GraphCoder: Enhancing Repository-Level Code Completion via Code Context Graph-based Retrieval and Language Model
Wei Liu, Ailun Yu, Daoguang Zan, Bo Shen, Wei Zhang, Haiyan Zhao, Zhi Jin, Qianxiang Wang
TL;DR
This work tackles repository-level code completion where general LLMs lack repository-specific knowledge. It introduces GraphCoder, which leverages a Code Context Graph (CCG) to capture structured, cross-statement context and employs a coarse-to-fine retrieval pipeline with a decay-with-distance subgraph edit distance for precise snippet re-ranking. Through RepoEval-Updated and extensive experiments across Python and Java with multiple LLMs, GraphCoder achieves higher exact-match scores for code and identifiers while reducing retrieval time and database size. The results demonstrate strong generalizability across model sizes and repositories, with ablations confirming the critical role of CFG and the coarse-to-fine design in achieving its gains.
Abstract
The performance of repository-level code completion depends upon the effective leverage of both general and repository-specific knowledge. Despite the impressive capability of code LLMs in general code completion tasks, they often exhibit less satisfactory performance on repository-level completion due to the lack of repository-specific knowledge in these LLMs.

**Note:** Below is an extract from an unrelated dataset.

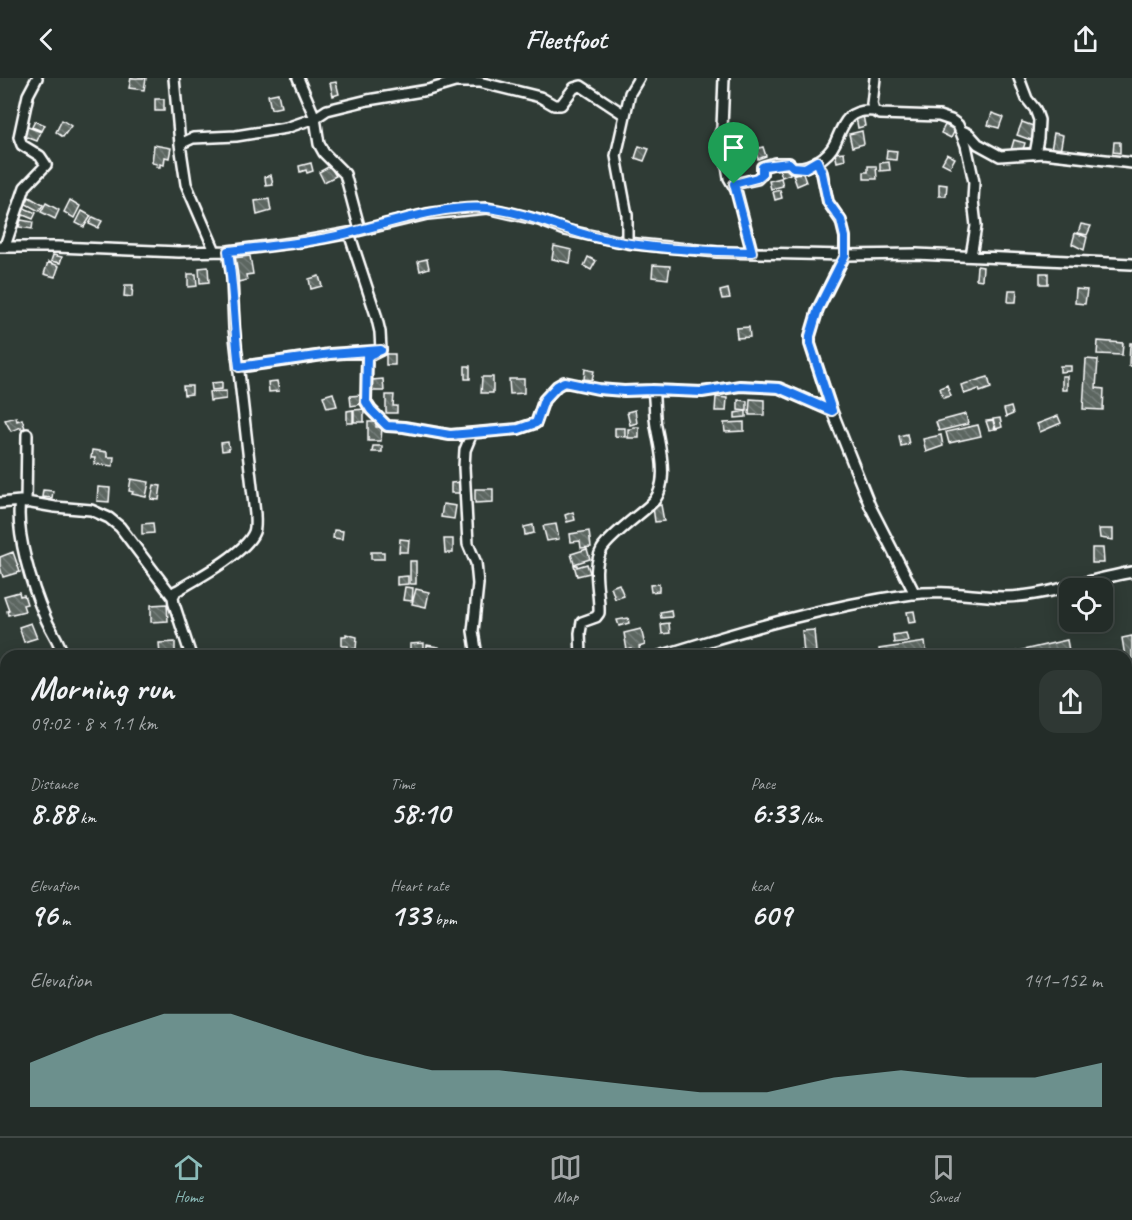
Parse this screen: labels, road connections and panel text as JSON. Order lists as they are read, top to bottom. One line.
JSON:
{"page":{"header":"Fleetfoot","heading":["Morning run","09:02 · 8 × 1.1 km"],"stats":[["Distance","8.88 km"],["Time","58:10"],["Pace","6:33 /km"],["Elevation","96 m"],["Heart rate","133 bpm"],["kcal","609"]],"chart":["Elevation","141–152 m"],"tabs":["Home","Map","Saved"]}}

To address this problem, we propose GraphCoder, a retrieval-augmented code completion framework that leverages LLMs' general code knowledge and the repository-specific knowledge via a graph-based retrieval-generation process. In particular, GraphCoder captures the context of completion target more accurately through code context graph (CCG) that consists of control-flow, data- and control-dependence between code statements, a more structured way to capture the completion target context than the sequence-based context used in existing retrieval-augmented approaches; based on CCG, GraphCoder further employs a coarse-to-fine retrieval process to locate context-similar code snippets with the completion target from the current repository. Experimental results demonstrate both the effectiveness and efficiency of GraphCoder: Compared to baseline retrieval-augmented methods, GraphCoder achieves higher exact match (EM) on average, with increases of +6.06 in code match and +6.23 in identifier match, while using less time and space.